Urban75 Home About Offline BrixtonBuzz Contact

Possible caves found on *Mars*!

Interestingly, New Scientist ran a piece on why "we" must go into space and all the letters they've run are vehemently opposed...
 
Belushi said:
Hmmm, try reading that back to yourself and actually thinking about it.

That is, admittedly, assuming that my dock-jeering self 500 years was aware that the Vikings and others (not least the people who were actually living there at the time) had already 'discovered' the Americas long before.
 
Yossarian said:
That is, admittedly, assuming that my dock-jeering self 500 years was aware that the Vikings and others (not least the people who were actually living there at the time) had already 'discovered' the Americas long before.

Why have you got theis bee in your bonnet about 'discovering' America? :confused:

You do understand why Columbus is important dont you?
 
The chances of anything coming from Mars are a million to one, but still they come! Doodaloo doodaloo bah bah barh!
 
Belushi said:
You do understand why Columbus is important dont you?

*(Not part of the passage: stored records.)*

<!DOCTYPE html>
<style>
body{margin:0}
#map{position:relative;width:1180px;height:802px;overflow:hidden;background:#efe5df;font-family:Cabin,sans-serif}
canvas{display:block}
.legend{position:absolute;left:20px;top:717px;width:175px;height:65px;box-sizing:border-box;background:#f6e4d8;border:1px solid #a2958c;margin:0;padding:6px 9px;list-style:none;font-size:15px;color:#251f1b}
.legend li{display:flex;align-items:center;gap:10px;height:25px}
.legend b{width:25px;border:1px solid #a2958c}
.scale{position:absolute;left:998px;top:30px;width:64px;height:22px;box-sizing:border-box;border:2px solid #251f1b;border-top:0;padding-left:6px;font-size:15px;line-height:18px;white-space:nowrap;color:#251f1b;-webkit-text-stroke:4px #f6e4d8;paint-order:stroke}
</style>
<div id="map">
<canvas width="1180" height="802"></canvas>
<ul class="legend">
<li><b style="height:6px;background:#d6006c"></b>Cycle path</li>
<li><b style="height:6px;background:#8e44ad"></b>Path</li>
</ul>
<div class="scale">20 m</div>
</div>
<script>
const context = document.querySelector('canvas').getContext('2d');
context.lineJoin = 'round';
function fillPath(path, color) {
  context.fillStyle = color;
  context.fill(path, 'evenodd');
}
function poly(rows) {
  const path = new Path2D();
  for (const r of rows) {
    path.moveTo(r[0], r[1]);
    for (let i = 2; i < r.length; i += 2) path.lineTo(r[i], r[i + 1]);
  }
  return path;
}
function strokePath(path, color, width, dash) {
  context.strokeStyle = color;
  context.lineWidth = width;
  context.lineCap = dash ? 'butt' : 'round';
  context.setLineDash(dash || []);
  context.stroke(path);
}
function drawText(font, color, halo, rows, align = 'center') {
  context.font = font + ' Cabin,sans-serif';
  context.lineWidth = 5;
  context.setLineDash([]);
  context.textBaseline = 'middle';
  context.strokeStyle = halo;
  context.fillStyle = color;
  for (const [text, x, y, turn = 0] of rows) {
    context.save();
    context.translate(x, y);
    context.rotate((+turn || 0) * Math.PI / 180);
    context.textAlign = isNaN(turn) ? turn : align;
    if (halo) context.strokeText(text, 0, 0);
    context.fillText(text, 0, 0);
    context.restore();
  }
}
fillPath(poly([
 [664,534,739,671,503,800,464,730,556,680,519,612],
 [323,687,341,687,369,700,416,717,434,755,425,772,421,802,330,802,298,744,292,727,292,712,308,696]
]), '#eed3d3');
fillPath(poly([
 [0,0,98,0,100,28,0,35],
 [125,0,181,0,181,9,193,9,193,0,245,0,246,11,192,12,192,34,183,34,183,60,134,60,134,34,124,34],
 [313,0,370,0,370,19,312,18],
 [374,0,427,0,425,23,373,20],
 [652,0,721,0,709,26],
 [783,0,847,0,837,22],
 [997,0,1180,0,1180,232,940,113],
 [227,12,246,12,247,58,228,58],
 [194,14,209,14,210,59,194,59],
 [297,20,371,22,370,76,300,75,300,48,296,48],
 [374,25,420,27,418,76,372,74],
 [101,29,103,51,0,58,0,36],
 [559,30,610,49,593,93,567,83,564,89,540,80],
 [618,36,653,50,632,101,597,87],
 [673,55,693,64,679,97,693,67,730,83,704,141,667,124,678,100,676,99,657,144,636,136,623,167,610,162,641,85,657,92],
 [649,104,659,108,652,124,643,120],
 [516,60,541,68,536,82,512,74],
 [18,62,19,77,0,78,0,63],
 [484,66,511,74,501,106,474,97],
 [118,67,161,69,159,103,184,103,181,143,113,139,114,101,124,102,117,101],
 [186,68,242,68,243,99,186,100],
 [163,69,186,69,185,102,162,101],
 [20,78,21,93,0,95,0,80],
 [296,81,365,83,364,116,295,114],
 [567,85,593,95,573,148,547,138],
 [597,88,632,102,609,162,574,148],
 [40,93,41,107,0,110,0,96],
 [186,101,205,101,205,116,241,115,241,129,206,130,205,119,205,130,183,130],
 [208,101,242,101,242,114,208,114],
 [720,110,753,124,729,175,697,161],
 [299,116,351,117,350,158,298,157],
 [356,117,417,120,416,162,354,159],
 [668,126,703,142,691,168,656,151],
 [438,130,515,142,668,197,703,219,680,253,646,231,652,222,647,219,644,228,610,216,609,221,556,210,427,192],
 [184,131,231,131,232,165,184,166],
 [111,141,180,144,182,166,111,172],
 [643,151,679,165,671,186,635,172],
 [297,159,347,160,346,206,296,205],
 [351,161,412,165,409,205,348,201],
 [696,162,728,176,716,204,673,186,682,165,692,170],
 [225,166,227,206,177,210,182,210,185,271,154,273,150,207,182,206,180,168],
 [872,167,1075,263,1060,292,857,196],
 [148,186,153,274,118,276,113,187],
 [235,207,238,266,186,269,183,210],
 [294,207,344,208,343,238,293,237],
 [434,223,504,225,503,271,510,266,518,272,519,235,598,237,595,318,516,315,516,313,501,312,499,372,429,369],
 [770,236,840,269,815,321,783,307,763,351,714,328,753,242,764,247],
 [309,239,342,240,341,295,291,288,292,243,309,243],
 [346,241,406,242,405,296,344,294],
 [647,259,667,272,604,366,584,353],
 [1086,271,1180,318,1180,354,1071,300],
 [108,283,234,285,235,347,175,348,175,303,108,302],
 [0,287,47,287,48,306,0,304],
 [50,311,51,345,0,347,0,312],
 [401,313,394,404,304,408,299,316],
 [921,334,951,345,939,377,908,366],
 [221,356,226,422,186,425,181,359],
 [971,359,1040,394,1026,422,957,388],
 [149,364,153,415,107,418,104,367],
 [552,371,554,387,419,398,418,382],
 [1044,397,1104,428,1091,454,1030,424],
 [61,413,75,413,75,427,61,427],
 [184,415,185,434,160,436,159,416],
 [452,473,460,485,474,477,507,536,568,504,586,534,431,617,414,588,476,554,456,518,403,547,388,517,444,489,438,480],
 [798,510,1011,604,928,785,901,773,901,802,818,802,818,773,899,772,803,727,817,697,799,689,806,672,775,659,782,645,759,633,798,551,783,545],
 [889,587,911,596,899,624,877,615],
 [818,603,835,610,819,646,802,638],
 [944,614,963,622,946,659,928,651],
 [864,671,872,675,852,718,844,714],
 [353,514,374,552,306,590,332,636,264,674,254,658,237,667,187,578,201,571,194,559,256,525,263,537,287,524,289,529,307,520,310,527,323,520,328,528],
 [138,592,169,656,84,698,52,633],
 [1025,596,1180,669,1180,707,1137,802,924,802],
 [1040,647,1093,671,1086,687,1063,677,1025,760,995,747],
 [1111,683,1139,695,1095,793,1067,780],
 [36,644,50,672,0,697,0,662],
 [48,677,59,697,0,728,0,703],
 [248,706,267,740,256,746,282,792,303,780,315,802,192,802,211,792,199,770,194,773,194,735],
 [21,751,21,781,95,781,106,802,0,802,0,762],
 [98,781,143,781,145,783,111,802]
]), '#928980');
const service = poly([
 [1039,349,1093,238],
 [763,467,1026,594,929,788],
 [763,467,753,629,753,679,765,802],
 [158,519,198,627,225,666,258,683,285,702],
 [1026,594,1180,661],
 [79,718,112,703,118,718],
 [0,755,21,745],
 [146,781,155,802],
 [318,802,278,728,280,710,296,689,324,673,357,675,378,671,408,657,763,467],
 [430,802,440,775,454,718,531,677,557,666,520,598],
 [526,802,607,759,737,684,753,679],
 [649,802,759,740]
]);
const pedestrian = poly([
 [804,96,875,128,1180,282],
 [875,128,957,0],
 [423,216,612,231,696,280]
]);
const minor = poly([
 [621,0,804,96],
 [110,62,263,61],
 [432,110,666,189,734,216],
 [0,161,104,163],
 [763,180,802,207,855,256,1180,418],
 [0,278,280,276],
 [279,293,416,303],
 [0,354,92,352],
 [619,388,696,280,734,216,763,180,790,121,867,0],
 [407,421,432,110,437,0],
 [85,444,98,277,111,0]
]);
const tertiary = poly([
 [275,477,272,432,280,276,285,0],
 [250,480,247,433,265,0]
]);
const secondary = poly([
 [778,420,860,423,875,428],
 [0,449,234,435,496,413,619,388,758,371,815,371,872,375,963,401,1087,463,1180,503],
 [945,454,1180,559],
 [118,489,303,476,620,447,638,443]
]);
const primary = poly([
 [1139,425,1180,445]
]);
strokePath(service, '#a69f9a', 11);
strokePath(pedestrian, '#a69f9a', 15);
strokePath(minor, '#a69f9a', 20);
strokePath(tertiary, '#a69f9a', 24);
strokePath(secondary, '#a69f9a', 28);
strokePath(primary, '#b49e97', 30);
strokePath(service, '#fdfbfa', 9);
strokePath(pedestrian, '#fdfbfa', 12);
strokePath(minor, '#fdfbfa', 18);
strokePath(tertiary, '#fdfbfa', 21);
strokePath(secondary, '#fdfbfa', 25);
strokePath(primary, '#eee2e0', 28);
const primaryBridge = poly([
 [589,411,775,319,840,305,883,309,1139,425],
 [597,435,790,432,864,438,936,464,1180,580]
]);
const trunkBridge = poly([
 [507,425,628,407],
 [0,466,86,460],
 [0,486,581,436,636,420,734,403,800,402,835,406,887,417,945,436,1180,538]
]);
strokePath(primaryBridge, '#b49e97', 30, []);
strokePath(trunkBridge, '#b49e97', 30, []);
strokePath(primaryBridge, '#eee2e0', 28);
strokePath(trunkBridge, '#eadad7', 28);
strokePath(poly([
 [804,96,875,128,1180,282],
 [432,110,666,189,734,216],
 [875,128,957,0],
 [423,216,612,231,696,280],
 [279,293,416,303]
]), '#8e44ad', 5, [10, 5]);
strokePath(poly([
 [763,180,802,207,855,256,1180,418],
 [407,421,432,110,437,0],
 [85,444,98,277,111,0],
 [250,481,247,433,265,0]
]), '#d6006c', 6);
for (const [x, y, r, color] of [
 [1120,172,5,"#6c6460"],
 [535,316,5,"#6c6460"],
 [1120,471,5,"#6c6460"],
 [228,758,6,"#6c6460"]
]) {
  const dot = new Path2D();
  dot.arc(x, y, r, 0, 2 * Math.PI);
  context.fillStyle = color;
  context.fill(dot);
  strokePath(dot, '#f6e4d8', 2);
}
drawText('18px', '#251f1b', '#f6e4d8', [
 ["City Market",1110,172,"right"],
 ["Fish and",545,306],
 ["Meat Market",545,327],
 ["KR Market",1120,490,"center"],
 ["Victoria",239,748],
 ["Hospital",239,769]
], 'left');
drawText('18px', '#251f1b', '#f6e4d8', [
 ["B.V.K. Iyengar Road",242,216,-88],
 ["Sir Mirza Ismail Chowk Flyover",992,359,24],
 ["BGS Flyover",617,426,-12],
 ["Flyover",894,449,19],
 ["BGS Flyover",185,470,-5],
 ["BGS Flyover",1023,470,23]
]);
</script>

Sure - he led a mission looking for a sea route to Asia, blundered into the Caribbean instead, and was ultimately responsible for the launch of a campaign of exploitation and genocidal extermination that makes the Nazis look like amateurs.

I don't think he's a good example of an explorer who *didn't* deserve to be jeered at...
 
laptop said:
Interestingly, New Scientist ran a piece on why "we" must go into space and all the letters they've run are vehemently opposed...
But ... but ... we're *already* in space. That's where the Earth is, and no mistake. Milky Way Galaxy, unfashionable Western Spiral Arm, about 30,000 light years from Galactic Central Point.

I think NS should be told!! :D
 
Yossarian said:
Nothing wrong with expanding knowledge, etc - I just think anyone who believes that the future of the human race is going to be dependent on a lot of mining on Mars, travelling to new stars to colonise new planets, etc, has probably been watching a bit too much science fiction!
Right. So the future is a growing population endlessly quarrelling over our little strips of land on Earth while busily burning ups its non renewable resources and trashing our little ecosphere until its totally fucked?

Doesn't look too much of a future to me.
 
Yossarian said:
Sure - he led a mission looking for a sea route to Asia, blundered into the Caribbean instead, and was ultimately responsible for the launch of a campaign of exploitation and genocidal extermination that makes the Nazis look like amateurs. .
By that convultuted argument, Adam and Eve would be the globe's biggest killahs evah!
 
Crispy said:
It's an absolute crying shame that NASA's budget isn't 800 billion, instead of 8.
though if they could find a military application then it would be...

I wonder if there's anything still alive and if it could live on earth...

Though i guess tp would want a mars pet instantly...
 
editor said:
By that convultuted argument, Adam and Eve would be the globe's biggest killahs evah!

He went there, claimed the land to Spain, returned and reported to Spain, and led missions back there with Spanish settlers and soldiers, and was directly, personally, responsible for atrocities against the natives on the island of Hispaniola during his time as governor there - I don't think it's particularly convoluted logic to blame him for getting the ball rolling for Spanish atrocities against the native people of the New World!
 
editor said:
Right. So the future is a growing population endlessly quarrelling over our little strips of land on Earth while busily burning ups its non renewable resources and trashing our little ecosphere until its totally fucked?

Doesn't look too much of a future to me.

That's what's happening today, and will be happening next week, next year, and next decade so of course its future.

People getting into gigantic interstellar spacecraft and going off to settle some new Earth somewhere sounds more than a little fanciful to me, but I suppose an extremely remote possibility exists that it *might* be the future.

I definitely wouldn't consider packing tens of millions of, say, landless Indian peasants into some yet-to-be invented spacecraft and sending them off to some yet-to-be discovered planet a realistic solution to things like population growth and resource shortage, particularly since we're many decades away from even getting *one* person as far as Mars!

Even if some credulity-stretching scientific breakthroughs were to happen before the planet was fucked beyond repair and colonisation of other planets by the human race was to happen, if they couldn't look after their own planet successfully, wouldn't they rapidly make just as big a mess of whatever other planet they went to?

I don't think the future of the human race is going to lie anywhere but on Earth. This planet is ideally suited to the needs of humanity in every way and humanity couldn't ask for a better one - it's the one people evolved on, after all. The only thing actually *wrong* with it is the complete inability of the people living on it to properly take care of it and to live with each other in harmony, and I don't see how terraforming Mercury, movng on mass to Alpha Centauri, or whatever it was you had in mind is going to make those problems disappear.